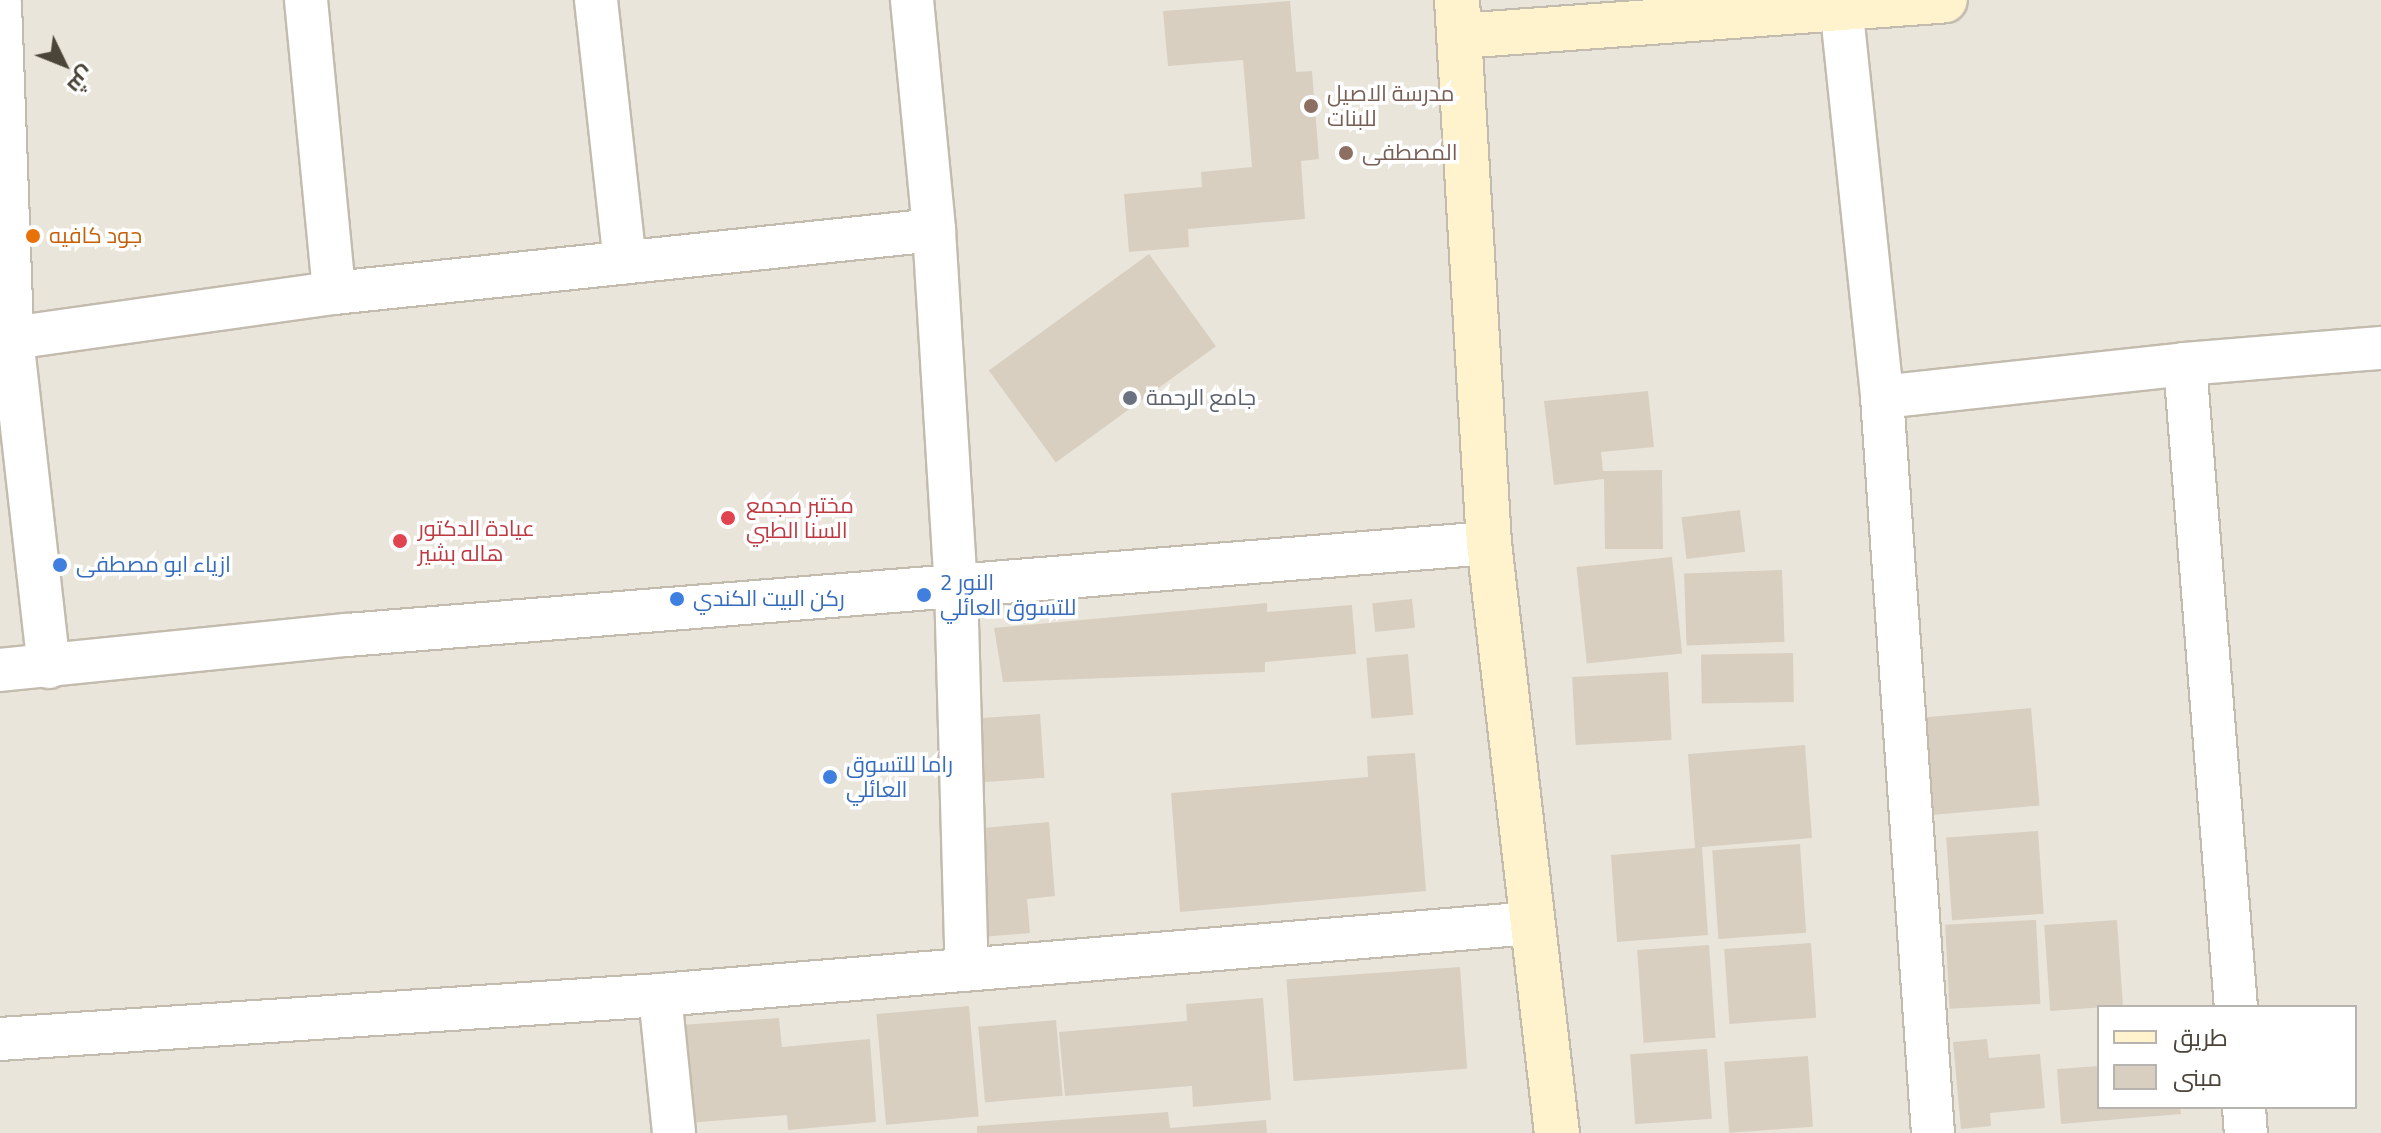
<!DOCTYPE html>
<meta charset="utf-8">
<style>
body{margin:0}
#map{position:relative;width:2381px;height:1133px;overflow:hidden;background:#f6f3ec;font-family:"Titillium Web",Cairo,sans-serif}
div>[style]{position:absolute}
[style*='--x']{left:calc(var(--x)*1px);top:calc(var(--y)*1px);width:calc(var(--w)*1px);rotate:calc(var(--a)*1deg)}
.residential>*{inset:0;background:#eae5da}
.building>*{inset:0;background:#d8cfc1;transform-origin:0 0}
.roads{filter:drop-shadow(2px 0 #c2bbae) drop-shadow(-2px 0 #c2bbae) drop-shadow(0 2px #c2bbae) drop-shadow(0 -2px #c2bbae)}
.street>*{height:42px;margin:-21px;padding:0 21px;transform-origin:21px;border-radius:21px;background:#fff}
.secondary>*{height:44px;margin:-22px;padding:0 22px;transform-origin:22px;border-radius:22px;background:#fff3cd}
.dots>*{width:22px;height:22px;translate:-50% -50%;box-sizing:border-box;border:4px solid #fff;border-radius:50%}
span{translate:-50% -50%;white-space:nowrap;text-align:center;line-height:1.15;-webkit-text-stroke:7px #fff;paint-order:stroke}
.education-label{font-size:22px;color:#785e54}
.left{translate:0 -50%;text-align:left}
.food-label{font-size:22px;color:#c56008}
.worship-label{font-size:22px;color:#5b616d}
.health-label{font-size:22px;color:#be3a42}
.shop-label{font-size:22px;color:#366cbe}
.legend{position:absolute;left:2097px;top:1005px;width:260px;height:104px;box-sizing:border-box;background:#fff;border:2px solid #b7b4b0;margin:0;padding:10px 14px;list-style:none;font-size:24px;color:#4b4439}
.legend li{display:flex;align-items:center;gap:16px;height:40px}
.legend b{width:40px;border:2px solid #b7b4b0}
.north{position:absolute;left:24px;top:24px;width:80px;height:80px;-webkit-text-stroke:6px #fff;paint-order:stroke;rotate:133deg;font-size:22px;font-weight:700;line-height:32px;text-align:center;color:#4b4439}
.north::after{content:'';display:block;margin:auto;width:28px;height:36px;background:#4b4439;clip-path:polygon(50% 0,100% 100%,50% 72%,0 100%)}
</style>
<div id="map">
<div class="residential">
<div style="clip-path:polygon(evenodd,0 0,2381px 0,2381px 1133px,0 1133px,0 0,2099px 1007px,2355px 1007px,2355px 1107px,2099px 1107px,2099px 1007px)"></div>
</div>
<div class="building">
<div style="clip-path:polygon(1290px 1px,1296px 72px,1312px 71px,1319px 159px,1301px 161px,1305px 219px,1188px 229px,1189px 247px,1129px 252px,1124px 194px,1202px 187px,1201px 172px,1252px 167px,1243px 60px,1168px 66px,1163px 11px)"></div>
<div style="left:1149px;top:254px;width:114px;height:198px;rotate:54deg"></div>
<div style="clip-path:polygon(1648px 391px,1654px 447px,1601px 452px,1603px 471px,1662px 470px,1663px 549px,1605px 549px,1604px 479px,1554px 485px,1544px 401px)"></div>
<div style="left:1740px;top:510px;width:42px;height:59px;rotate:83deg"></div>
<div style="left:1672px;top:557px;width:97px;height:96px;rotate:84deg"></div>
<div style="left:1782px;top:570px;width:72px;height:98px;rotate:88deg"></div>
<div style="left:1412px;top:599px;width:29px;height:40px;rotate:84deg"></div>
<div style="clip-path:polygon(1267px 603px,1267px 612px,1352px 605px,1356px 654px,1265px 662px,1265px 672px,1003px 682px,994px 628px)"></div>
<div style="left:1793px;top:653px;width:49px;height:92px;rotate:89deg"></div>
<div style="left:1408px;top:654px;width:61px;height:42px;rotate:85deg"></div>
<div style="left:1668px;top:672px;width:68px;height:96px;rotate:87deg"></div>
<div style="left:2031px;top:708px;width:98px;height:114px;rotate:85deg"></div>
<div style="left:1040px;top:714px;width:64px;height:73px;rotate:86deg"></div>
<div style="clip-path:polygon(1805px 745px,1812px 838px,1702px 847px,1708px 935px,1617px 942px,1611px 855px,1695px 848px,1688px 754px)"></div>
<div style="clip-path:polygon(1415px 753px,1426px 891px,1180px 912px,1171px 793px,1368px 777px,1367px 756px)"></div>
<div style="clip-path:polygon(1049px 822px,1055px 896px,1027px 899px,1030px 933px,981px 937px,972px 829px)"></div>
<div style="left:2038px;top:831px;width:83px;height:92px;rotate:86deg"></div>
<div style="left:1800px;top:844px;width:89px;height:88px;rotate:86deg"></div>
<div style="left:2036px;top:920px;width:84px;height:91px;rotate:87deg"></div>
<div style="left:2117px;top:920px;width:86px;height:73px;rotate:86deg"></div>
<div style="left:1811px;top:943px;width:75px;height:87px;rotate:86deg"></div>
<div style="left:1709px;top:945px;width:93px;height:72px;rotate:86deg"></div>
<div style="left:1460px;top:967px;width:102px;height:174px;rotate:86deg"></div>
<div style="clip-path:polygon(1263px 998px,1271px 1100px,1193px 1107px,1192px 1086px,1065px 1096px,1059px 1032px,1187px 1021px,1186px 1004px)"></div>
<div style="left:969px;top:1006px;width:111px;height:93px;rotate:85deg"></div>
<div style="clip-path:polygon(779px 1018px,782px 1047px,870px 1039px,876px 1122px,788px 1130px,787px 1115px,688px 1123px,681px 1025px)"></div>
<div style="left:1056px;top:1020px;width:76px;height:78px;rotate:85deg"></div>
<div style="clip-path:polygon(1987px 1039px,1989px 1058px,2040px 1054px,2045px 1108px,1990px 1113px,1991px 1126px,1961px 1129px,1953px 1042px)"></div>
<div style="left:1707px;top:1049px;width:70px;height:77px;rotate:86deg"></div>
<div style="left:1808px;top:1056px;width:71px;height:84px;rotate:86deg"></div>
<div style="clip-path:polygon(2099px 1066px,2099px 1107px,2180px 1107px,2181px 1114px,2061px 1124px,2057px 1069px)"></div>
<div style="clip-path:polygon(1168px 1112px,1170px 1128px,1266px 1120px,1267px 1133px,977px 1133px,977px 1126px)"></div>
</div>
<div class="roads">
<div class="street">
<div style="--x:306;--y:0;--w:294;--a:84.5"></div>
<div style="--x:596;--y:0;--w:264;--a:83.7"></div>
<div style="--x:912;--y:0;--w:231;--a:84.5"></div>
<div style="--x:934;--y:230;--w:357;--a:86.5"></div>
<div style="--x:956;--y:586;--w:382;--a:88.4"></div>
<div style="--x:0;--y:4;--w:334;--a:87.9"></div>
<div style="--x:12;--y:338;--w:331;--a:83.6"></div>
<div style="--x:1841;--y:5;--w:394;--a:84"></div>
<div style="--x:1882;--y:397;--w:738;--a:86.04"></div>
<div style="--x:12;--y:338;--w:325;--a:-8"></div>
<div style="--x:334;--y:293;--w:603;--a:-5.99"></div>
<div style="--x:2185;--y:364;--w:645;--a:85.47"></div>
<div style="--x:1882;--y:397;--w:305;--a:-6.2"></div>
<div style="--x:2185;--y:364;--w:197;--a:-4.7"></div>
<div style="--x:0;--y:670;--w:349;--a:-5.8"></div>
<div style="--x:347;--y:635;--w:1146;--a:-4.61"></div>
<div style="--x:660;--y:995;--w:139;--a:84.2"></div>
<div style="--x:0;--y:1039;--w:661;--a:-3.81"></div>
<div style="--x:660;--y:995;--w:875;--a:-4.72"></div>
<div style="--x:2244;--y:1107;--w:26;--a:86"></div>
</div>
<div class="secondary">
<div style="--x:1457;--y:0;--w:544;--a:86.63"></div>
<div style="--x:1489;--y:543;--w:594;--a:83.43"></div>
<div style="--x:1460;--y:36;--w:486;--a:-4.2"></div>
</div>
</div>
<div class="dots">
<div style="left:1311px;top:106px;background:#8d6e63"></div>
<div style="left:1346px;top:153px;background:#8d6e63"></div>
<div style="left:33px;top:236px;background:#e8710a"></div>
<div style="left:1130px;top:398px;background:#6b7280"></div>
<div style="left:728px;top:518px;background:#e0444e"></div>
<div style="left:400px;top:541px;background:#e0444e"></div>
<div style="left:60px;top:565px;background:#3f7fe0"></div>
<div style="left:924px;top:595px;background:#3f7fe0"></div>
<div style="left:677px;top:599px;background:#3f7fe0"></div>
<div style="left:830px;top:777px;background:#3f7fe0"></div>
</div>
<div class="education-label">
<span class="left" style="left:1327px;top:106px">مدرسة الاصيل<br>للبنات</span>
<span class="left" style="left:1362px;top:153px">المصطفى</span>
</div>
<div class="food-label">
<span class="left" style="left:49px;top:236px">جود كافيه</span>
</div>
<div class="worship-label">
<span class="left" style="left:1146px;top:398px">جامع الرحمة</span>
</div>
<div class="health-label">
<span class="left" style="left:746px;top:518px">مختبر مجمع<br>السنا الطبي</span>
<span class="left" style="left:418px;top:541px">عيادة الدكتور<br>هاله بشير</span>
</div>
<div class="shop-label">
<span class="left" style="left:76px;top:565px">ازياء ابو مصطفى</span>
<span class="left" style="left:940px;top:595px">النور 2<br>للتسوق العائلي</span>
<span class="left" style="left:693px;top:599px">ركن البيت الكندي</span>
<span class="left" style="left:846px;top:777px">راما للتسوق<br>العائلي</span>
</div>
<ul class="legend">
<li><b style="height:10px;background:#fff3cd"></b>طريق</li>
<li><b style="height:22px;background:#d8cfc1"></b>مبنى</li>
</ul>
<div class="north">ش</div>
</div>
---*---
• **WORK TO BE COMPLETED**
Please restate the lines above exactly, starting at the first line of the data and stopping at the line containing "0 #c2bbae) drop-shadow(-2px", which is included. Omit pictures.

• **SOLUTION TO THE EXERCISE**
<!DOCTYPE html>
<meta charset="utf-8">
<style>
body{margin:0}
#map{position:relative;width:2381px;height:1133px;overflow:hidden;background:#f6f3ec;font-family:"Titillium Web",Cairo,sans-serif}
div>[style]{position:absolute}
[style*='--x']{left:calc(var(--x)*1px);top:calc(var(--y)*1px);width:calc(var(--w)*1px);rotate:calc(var(--a)*1deg)}
.residential>*{inset:0;background:#eae5da}
.building>*{inset:0;background:#d8cfc1;transform-origin:0 0}
.roads{filter:drop-shadow(2px 0 #c2bbae) drop-shadow(-2px 0 #c2bbae) drop-shadow(0 2px #c2bbae) drop-shadow(0 -2px #c2bbae)}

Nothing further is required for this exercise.